++++ Recorded data ++++

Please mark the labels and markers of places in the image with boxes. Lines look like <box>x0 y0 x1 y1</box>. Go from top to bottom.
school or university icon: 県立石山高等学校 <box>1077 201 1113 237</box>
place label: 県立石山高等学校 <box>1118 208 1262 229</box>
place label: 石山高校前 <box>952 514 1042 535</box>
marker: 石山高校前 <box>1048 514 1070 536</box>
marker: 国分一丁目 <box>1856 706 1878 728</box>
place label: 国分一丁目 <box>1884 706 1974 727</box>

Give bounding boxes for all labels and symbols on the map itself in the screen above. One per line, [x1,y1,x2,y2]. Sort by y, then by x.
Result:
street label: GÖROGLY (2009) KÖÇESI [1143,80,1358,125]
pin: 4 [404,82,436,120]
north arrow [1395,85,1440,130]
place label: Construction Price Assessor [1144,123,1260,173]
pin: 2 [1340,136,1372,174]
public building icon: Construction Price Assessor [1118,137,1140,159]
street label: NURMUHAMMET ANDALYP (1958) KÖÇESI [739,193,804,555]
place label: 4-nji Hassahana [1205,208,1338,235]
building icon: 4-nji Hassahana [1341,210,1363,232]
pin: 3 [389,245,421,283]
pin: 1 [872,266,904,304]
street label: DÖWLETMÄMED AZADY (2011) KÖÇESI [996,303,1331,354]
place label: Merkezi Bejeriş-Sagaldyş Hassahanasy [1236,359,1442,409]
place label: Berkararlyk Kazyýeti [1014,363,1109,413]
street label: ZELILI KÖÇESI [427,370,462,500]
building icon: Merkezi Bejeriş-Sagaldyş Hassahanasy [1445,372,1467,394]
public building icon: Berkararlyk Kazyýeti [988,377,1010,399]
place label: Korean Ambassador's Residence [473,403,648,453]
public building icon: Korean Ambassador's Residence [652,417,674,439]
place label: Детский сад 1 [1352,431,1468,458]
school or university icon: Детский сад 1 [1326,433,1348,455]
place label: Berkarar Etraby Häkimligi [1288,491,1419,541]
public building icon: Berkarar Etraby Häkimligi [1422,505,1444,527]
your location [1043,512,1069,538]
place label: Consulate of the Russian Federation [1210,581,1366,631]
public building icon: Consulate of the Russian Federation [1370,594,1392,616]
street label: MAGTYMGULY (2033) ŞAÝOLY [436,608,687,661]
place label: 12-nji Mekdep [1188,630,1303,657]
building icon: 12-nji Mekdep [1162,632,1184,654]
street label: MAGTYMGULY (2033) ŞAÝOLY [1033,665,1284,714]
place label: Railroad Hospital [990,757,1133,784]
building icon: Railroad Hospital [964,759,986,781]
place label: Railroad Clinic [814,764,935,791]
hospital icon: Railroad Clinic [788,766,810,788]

++++
++++ Recorded data ++++

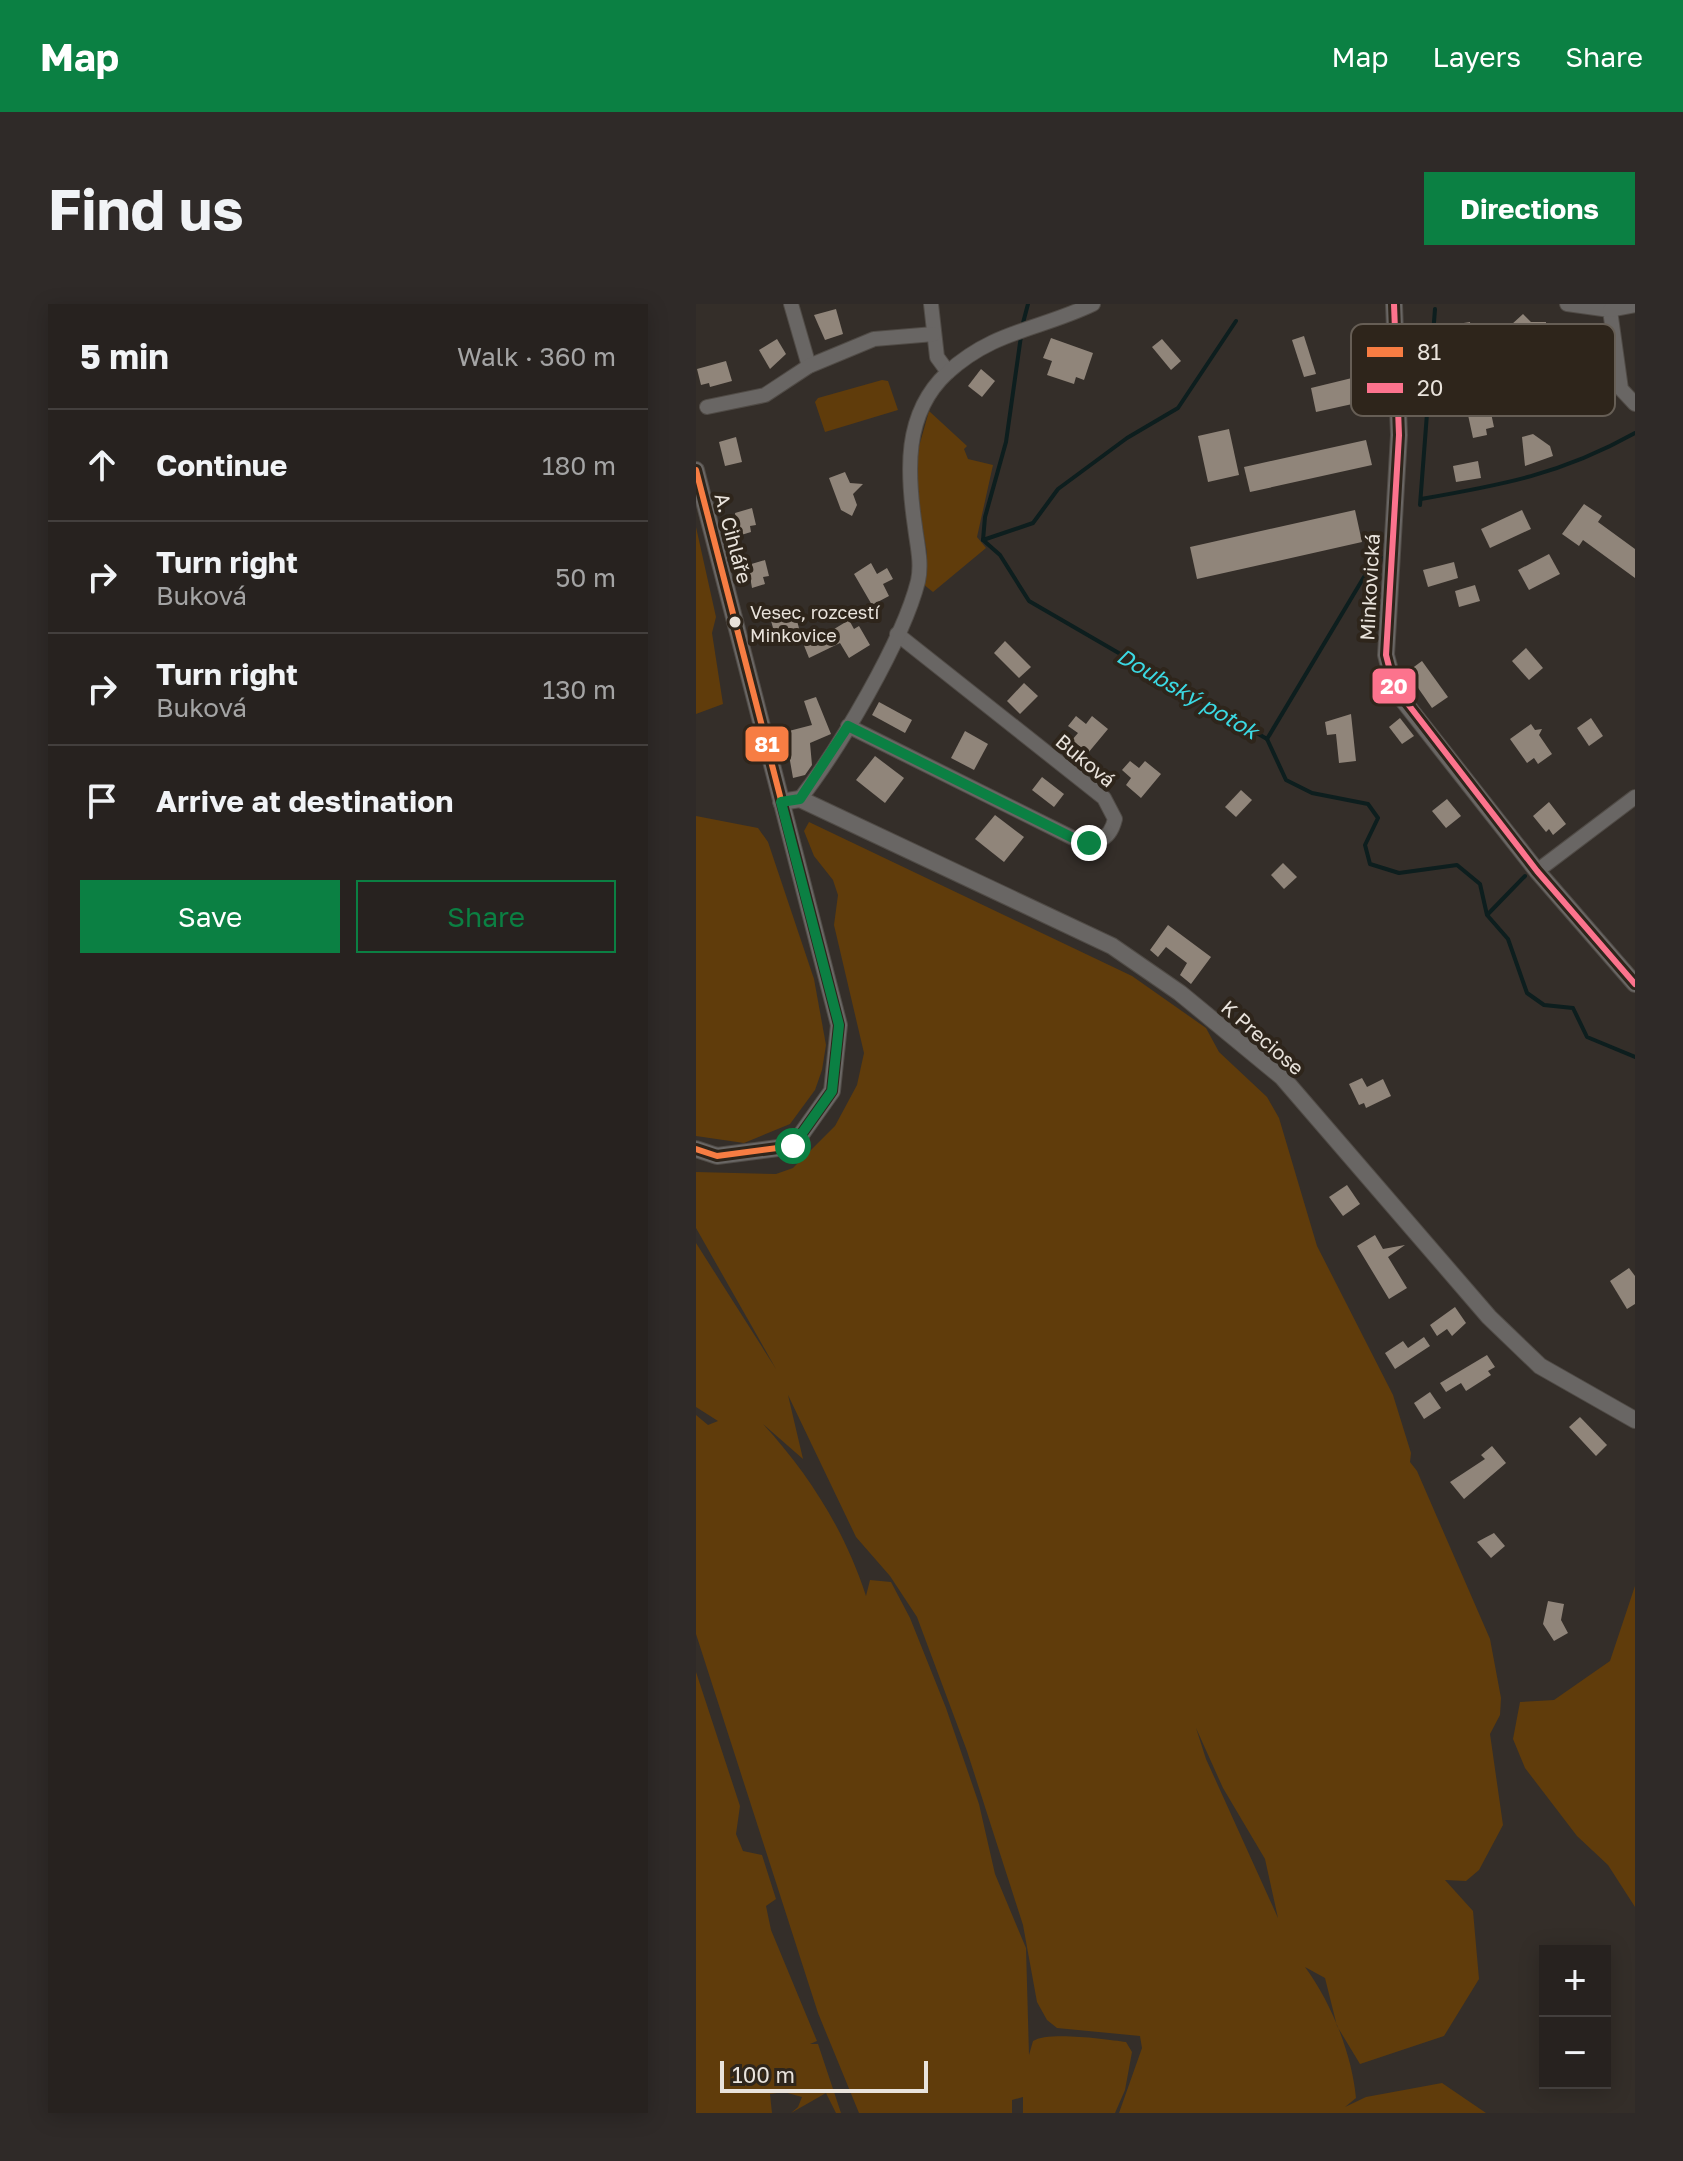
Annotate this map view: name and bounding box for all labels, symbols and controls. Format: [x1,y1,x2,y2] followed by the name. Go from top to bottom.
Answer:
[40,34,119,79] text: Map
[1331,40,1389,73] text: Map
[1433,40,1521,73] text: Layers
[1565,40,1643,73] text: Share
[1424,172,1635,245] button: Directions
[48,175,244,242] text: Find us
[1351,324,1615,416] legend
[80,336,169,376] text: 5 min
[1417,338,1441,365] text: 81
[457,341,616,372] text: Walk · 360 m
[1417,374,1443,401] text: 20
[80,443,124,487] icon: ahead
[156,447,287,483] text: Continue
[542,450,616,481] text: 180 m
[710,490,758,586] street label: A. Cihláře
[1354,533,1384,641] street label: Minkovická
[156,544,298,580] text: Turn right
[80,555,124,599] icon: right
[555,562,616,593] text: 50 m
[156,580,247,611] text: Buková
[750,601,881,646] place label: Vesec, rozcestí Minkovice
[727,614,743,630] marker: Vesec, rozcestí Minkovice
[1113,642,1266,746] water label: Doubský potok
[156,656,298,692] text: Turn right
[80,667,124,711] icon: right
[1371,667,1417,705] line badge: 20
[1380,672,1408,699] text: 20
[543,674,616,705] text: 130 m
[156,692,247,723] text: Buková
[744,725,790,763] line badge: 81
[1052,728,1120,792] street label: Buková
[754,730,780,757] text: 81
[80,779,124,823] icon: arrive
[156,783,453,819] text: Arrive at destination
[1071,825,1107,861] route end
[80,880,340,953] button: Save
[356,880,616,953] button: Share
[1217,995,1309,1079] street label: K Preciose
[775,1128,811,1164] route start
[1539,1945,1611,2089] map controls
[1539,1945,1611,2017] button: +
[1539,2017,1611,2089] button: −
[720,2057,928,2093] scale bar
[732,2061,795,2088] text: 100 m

++++

## Work item
Pull each line containing the word "Russian" out of the data above.

## Task output
place label: Consulate of the Russian Federation [1210,581,1366,631]
public building icon: Consulate of the Russian Federation [1370,594,1392,616]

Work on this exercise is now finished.